2000年代後半以降では、ナミビアが直面する新たな課題として、厳しい気候条件、土地の過放牧、気候変動による干ばつの頻発などが浮き彫りになり、羊の飼養数の回復にはつながりませんでした。直近のデータでは、2020年に羊の総数が約1,300,000匹台にまで落ち込み、2022年の1,342,289匹は過去60年で最低水準の値となっています。
この減少の背景には、複数の重要な要素があります。一つは地政学的リスクと気候変動という二つの環境要因です。ナミビアは乾燥地域が広がる国土を持つため、気候変動の影響を特に受けやすく、干ばつが牧草地や水資源に壊滅的な影響を及ぼしています。また、羊の飼養には広大な牧草地が必要ですが、農地の逼迫や土地利用の競争が激化しており、これも動態に影響を与えています。さらに、新型コロナウイルスのパンデミックがもたらした経済的混乱や、労働力の不足も羊飼養数の低下を助長しました。

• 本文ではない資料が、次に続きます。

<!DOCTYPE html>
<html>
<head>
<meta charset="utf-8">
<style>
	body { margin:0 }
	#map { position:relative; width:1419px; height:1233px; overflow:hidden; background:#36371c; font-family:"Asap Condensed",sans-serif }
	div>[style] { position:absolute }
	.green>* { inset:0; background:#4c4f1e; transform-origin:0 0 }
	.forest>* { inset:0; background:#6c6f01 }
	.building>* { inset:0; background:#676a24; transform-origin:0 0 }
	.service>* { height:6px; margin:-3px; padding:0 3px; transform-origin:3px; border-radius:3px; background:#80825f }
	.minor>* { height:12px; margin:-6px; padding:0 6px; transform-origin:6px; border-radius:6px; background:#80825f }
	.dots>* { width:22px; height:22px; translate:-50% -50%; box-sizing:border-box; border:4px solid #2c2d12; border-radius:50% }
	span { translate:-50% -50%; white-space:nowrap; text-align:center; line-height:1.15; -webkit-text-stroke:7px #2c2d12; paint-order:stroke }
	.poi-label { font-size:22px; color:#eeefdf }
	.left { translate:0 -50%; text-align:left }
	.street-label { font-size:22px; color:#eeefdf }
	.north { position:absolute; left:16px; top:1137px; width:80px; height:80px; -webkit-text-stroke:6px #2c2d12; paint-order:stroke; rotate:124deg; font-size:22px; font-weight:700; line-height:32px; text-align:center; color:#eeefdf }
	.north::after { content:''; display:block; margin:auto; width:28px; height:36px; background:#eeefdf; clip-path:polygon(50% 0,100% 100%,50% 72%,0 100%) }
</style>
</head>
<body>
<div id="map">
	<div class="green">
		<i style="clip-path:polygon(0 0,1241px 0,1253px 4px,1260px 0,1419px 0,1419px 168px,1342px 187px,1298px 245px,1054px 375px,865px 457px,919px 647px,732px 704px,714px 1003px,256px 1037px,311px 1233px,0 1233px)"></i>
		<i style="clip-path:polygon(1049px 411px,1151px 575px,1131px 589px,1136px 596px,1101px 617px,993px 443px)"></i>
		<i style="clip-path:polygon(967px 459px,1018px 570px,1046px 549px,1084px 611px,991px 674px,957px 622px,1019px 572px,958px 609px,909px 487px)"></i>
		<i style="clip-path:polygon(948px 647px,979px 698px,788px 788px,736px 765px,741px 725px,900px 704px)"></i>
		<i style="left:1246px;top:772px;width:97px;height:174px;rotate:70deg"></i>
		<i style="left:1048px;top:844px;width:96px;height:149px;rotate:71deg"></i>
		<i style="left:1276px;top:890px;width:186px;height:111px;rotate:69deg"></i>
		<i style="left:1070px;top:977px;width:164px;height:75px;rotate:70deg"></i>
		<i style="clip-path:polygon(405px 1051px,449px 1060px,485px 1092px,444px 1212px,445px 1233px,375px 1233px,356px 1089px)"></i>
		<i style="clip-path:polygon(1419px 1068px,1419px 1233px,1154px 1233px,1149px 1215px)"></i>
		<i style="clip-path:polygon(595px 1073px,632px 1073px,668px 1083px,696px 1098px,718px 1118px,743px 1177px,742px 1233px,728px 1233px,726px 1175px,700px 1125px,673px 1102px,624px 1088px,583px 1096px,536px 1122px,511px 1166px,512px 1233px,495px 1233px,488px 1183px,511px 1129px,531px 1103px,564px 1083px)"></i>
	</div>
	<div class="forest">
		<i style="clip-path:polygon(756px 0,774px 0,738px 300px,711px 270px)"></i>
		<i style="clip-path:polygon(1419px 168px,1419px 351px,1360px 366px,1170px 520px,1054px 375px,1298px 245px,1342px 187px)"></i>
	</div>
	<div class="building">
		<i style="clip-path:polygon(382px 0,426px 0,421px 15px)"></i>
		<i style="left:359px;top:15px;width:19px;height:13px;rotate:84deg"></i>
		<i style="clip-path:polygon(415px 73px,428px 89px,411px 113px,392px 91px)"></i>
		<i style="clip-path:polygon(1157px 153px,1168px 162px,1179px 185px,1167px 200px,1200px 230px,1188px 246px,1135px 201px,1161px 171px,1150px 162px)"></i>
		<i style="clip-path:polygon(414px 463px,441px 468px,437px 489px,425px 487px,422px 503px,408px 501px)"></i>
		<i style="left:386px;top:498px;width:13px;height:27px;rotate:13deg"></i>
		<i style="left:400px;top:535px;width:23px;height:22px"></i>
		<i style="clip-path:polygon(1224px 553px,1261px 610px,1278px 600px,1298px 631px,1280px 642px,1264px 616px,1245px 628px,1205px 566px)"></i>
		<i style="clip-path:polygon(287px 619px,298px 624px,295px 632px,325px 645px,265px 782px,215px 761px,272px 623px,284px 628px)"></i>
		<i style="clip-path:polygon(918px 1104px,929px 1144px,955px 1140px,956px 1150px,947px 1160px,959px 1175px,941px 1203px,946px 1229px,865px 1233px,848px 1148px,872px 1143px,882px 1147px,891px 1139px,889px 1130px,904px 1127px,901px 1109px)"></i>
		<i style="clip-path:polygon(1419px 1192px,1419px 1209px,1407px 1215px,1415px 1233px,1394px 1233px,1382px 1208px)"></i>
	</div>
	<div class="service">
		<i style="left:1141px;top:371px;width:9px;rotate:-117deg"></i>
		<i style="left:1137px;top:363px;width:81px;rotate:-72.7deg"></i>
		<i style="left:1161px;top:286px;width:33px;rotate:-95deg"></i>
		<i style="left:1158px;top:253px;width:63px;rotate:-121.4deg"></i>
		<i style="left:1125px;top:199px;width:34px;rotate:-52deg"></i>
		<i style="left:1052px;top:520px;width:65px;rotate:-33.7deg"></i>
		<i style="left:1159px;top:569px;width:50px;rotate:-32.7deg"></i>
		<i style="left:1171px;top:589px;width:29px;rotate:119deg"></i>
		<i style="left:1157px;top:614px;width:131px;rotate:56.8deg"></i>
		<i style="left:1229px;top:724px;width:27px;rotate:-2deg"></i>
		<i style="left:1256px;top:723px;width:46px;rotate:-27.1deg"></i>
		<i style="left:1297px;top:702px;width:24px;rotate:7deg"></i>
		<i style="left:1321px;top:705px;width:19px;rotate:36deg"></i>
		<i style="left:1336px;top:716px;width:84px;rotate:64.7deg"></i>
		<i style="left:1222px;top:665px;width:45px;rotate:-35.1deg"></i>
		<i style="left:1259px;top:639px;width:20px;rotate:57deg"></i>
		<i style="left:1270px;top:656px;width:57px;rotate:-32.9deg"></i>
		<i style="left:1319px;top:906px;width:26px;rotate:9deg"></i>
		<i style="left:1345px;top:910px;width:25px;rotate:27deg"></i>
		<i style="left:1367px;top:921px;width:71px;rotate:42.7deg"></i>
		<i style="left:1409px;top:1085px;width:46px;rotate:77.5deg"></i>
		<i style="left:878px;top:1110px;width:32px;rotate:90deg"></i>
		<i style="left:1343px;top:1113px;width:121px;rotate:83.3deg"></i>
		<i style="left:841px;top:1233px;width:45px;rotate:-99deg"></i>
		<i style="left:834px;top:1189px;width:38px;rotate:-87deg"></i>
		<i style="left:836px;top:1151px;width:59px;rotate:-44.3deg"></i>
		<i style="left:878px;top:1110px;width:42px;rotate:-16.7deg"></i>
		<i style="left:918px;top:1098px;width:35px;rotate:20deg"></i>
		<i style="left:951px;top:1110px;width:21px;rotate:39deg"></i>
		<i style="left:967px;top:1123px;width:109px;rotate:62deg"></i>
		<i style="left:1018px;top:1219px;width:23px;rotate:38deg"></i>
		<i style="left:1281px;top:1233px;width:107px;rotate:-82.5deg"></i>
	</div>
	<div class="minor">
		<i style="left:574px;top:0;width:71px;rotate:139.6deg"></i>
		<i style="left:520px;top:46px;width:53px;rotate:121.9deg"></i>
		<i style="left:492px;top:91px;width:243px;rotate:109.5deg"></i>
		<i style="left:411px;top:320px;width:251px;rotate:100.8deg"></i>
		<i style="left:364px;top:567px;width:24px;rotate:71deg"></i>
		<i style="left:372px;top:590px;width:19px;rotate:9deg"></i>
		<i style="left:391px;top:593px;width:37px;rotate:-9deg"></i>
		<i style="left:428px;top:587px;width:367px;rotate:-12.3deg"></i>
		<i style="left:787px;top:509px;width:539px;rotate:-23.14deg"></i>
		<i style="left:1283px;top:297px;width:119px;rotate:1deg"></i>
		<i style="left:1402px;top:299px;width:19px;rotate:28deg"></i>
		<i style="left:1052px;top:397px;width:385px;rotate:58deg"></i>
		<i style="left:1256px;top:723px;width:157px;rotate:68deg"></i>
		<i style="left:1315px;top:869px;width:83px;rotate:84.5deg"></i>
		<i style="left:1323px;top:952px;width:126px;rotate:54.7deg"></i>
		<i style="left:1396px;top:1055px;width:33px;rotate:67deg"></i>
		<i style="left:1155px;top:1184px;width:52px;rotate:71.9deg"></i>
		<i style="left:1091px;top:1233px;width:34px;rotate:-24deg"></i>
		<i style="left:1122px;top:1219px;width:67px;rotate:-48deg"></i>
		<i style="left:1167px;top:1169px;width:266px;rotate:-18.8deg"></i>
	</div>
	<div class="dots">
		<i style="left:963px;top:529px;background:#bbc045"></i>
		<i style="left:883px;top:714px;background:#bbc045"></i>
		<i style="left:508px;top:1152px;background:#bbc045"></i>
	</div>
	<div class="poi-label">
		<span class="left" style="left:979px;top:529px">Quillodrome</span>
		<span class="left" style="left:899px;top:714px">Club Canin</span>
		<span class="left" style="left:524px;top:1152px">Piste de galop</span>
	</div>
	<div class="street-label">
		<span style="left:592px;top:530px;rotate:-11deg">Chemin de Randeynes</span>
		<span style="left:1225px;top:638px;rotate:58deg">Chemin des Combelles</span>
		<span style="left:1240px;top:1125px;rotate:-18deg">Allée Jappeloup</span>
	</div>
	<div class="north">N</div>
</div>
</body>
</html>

これらの課題を克服するためには、まず土地の持続可能な利用を促進する政策が重要です。具体的には、牧草地の回復プログラムや水資源管理技術の導入、干ばつ耐性のある牧草開発などが考えられます。また、農業経営を支援するインフラ整備や融資制度の拡充、気候変動への適応を目指す国際協力が求められます。加えて、他国の成功事例も参考になるでしょう。たとえば、オーストラリアでは干ばつ耐性種の開発や効率的な放牧システムを導入することで、厳しい気候条件に対応しながら農業を発展させてきました。
結論として、ナミビアにおける羊飼養数の長期的な減少は、多くの社会的および環境的課題に起因しています。この現象は、同地域の農業政策の転換や国際的な支援の必要性を強調しています。今後、持続可能な農業の推進、水資源の最適化、地域間協力の枠組み構築を通じて、羊飼養数の安定化と地域の農業の復興を目指すべきです。